## [About this task]
Would you restate word for word the lines of the listing, beginning at the first and ending with the line that holds "filter:drop-shadow(0 0 2px"?

## [The input]
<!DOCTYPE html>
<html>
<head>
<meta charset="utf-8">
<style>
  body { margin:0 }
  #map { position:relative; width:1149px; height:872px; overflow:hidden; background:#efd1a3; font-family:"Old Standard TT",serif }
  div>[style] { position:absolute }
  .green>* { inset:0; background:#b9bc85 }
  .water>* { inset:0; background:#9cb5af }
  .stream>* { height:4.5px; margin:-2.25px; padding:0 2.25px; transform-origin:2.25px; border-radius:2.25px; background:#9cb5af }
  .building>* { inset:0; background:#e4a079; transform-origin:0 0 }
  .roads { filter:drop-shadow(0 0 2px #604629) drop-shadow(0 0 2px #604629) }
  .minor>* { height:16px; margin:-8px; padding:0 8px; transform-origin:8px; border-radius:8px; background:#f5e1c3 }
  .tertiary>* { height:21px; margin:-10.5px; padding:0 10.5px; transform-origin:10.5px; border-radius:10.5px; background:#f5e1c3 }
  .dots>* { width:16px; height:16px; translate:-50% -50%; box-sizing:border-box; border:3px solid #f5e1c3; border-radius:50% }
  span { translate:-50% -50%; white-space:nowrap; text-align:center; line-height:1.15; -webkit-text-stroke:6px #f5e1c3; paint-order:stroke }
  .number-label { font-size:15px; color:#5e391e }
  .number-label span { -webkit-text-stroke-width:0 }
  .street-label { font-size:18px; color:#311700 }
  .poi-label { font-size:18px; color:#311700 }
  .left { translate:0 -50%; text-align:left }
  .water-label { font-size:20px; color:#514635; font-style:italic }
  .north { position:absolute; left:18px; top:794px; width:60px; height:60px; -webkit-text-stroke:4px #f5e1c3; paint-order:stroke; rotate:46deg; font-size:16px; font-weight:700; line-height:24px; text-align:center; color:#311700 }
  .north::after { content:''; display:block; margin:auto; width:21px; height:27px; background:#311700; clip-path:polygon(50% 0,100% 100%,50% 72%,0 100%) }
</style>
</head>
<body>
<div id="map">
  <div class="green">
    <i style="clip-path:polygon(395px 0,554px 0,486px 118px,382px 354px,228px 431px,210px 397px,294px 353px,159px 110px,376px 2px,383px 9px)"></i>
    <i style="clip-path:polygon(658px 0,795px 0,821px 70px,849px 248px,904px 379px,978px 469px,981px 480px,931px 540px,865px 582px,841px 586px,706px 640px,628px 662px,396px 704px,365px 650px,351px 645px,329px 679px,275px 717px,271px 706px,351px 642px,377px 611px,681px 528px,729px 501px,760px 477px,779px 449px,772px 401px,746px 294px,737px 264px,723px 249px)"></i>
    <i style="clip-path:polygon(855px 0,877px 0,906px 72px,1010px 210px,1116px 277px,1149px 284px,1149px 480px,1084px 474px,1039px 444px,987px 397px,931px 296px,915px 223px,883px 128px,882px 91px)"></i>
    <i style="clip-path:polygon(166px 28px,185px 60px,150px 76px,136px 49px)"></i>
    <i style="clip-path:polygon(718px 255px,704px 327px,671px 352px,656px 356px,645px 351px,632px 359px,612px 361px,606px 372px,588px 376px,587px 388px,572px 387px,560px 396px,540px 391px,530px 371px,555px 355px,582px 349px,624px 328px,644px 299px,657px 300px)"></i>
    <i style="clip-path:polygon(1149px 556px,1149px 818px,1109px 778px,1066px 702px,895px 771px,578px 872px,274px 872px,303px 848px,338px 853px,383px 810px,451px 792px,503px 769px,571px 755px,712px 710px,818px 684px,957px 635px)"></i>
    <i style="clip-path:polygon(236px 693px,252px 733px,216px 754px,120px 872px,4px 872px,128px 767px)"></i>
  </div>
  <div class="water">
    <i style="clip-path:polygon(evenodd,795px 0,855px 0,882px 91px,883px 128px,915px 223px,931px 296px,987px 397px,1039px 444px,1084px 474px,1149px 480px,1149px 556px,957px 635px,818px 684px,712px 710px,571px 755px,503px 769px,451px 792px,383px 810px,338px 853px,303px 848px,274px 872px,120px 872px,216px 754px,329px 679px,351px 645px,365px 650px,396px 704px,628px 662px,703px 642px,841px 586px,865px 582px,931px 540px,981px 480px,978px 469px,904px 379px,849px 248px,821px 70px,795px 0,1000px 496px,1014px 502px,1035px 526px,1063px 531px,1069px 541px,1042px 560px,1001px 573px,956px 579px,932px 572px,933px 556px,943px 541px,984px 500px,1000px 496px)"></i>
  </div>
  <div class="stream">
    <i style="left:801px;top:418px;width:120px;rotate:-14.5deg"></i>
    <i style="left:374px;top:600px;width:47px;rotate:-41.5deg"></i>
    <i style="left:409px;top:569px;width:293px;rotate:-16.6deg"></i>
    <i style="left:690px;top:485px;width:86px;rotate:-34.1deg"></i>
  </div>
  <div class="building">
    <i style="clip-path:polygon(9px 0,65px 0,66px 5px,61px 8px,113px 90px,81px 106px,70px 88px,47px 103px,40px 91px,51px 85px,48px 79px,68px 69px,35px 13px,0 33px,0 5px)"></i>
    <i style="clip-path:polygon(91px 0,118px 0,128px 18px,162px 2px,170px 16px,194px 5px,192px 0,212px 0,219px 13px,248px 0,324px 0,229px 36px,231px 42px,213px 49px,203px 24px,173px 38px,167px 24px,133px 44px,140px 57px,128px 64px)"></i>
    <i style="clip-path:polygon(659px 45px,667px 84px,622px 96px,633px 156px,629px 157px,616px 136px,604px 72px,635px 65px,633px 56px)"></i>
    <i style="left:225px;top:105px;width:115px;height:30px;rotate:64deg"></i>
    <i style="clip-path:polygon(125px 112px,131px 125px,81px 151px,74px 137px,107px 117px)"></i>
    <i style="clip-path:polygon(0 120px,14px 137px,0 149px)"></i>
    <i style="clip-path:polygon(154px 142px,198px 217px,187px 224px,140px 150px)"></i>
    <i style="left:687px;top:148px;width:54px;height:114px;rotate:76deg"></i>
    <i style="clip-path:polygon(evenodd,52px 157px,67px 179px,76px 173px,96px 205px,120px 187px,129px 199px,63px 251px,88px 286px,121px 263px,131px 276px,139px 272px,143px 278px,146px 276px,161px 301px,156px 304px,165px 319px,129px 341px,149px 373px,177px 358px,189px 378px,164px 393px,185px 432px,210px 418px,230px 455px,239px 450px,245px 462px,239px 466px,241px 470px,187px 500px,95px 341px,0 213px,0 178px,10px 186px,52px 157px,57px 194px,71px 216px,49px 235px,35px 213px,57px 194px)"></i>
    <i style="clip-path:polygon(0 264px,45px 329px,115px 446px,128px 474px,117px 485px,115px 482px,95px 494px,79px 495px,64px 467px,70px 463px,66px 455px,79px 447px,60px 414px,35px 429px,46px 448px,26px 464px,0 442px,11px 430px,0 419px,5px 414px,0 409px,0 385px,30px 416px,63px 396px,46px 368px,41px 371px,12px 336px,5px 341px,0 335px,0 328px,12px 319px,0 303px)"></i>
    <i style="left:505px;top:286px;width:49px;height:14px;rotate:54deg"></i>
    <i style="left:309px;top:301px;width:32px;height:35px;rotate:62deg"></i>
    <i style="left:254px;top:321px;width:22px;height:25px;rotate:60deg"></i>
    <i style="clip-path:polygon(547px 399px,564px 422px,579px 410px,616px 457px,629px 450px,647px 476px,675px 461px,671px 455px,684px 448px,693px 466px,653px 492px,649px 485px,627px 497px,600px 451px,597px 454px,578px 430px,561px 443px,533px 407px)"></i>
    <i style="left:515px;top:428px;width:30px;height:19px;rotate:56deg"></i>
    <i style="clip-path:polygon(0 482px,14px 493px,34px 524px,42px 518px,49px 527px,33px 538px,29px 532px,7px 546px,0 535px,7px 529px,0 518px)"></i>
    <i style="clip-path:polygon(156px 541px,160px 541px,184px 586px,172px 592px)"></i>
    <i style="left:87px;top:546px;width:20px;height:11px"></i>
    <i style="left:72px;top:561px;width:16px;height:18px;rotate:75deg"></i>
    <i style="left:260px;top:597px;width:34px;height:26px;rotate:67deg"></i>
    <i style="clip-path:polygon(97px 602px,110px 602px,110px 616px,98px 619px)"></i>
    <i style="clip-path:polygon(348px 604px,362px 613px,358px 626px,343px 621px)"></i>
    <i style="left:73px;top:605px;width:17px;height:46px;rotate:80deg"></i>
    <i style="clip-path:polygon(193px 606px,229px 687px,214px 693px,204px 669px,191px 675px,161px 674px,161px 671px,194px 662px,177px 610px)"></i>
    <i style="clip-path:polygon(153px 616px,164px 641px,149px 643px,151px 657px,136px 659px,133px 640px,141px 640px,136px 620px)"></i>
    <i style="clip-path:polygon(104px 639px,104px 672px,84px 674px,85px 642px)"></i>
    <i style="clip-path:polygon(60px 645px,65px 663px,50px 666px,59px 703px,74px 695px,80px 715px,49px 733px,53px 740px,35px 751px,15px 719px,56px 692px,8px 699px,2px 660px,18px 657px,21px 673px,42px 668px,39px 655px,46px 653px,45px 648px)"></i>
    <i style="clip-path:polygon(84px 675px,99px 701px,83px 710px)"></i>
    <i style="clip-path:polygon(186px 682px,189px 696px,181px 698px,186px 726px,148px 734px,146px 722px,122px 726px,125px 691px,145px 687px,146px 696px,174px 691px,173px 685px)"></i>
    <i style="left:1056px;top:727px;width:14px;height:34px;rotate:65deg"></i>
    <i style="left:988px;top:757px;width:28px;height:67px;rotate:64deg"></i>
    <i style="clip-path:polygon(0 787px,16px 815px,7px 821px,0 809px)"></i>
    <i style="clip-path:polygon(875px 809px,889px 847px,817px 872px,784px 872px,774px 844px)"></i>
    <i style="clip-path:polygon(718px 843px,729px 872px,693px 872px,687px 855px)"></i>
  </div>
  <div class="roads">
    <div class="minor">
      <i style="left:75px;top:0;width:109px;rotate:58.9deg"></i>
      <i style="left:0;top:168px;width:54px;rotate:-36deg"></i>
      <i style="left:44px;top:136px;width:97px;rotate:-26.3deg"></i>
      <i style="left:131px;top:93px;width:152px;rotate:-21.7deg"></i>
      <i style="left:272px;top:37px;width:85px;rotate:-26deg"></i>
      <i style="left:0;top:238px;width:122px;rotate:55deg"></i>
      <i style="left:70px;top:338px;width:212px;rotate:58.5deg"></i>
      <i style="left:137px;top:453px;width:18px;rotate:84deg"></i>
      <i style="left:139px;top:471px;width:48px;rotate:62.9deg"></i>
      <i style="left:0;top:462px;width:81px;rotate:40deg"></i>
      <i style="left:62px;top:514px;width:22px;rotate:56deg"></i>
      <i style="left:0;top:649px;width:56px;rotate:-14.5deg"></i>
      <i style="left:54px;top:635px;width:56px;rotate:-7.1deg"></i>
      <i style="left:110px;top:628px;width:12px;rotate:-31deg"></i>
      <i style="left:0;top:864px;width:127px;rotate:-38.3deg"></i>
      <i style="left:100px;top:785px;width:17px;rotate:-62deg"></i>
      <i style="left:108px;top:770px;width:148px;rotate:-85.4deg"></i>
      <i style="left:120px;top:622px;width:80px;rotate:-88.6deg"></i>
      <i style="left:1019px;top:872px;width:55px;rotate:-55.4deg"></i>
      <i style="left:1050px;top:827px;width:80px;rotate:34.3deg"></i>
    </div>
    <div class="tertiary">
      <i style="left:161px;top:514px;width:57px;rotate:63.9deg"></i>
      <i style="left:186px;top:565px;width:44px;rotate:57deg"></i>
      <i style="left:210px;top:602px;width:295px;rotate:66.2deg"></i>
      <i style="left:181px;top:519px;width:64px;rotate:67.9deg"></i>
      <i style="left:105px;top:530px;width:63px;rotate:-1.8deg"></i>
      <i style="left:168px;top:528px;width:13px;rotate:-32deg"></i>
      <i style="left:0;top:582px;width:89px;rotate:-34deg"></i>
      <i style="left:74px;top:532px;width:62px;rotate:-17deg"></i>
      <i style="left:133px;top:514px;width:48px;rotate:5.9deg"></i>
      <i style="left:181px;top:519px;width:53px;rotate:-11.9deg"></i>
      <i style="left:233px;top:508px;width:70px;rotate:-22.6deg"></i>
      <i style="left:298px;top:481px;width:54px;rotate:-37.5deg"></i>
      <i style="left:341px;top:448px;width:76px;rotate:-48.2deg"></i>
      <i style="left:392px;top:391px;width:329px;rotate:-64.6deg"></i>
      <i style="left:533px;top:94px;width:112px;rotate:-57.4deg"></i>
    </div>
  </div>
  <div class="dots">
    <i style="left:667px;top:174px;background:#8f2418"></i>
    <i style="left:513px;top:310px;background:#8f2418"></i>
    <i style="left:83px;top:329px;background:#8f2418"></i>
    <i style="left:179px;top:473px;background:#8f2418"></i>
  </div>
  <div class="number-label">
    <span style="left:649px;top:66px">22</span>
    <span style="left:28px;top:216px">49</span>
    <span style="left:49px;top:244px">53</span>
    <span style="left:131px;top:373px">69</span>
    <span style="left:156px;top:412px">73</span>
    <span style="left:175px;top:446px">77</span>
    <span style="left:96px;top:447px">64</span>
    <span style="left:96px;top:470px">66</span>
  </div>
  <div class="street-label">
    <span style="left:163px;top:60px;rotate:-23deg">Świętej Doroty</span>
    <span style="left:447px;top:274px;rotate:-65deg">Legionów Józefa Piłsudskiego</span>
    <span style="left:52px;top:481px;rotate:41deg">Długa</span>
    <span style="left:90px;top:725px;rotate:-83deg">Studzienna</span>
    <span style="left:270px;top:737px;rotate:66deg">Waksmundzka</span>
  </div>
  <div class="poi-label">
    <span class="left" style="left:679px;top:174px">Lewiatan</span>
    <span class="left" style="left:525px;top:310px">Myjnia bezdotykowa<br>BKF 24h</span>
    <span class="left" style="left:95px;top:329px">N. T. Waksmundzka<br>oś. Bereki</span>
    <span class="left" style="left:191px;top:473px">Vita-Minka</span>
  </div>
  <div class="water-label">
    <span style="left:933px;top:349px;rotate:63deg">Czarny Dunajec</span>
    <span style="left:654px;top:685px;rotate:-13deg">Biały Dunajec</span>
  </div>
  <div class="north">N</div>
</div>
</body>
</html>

## [Exercise answer]
<!DOCTYPE html>
<html>
<head>
<meta charset="utf-8">
<style>
  body { margin:0 }
  #map { position:relative; width:1149px; height:872px; overflow:hidden; background:#efd1a3; font-family:"Old Standard TT",serif }
  div>[style] { position:absolute }
  .green>* { inset:0; background:#b9bc85 }
  .water>* { inset:0; background:#9cb5af }
  .stream>* { height:4.5px; margin:-2.25px; padding:0 2.25px; transform-origin:2.25px; border-radius:2.25px; background:#9cb5af }
  .building>* { inset:0; background:#e4a079; transform-origin:0 0 }
  .roads { filter:drop-shadow(0 0 2px #604629) drop-shadow(0 0 2px #604629) }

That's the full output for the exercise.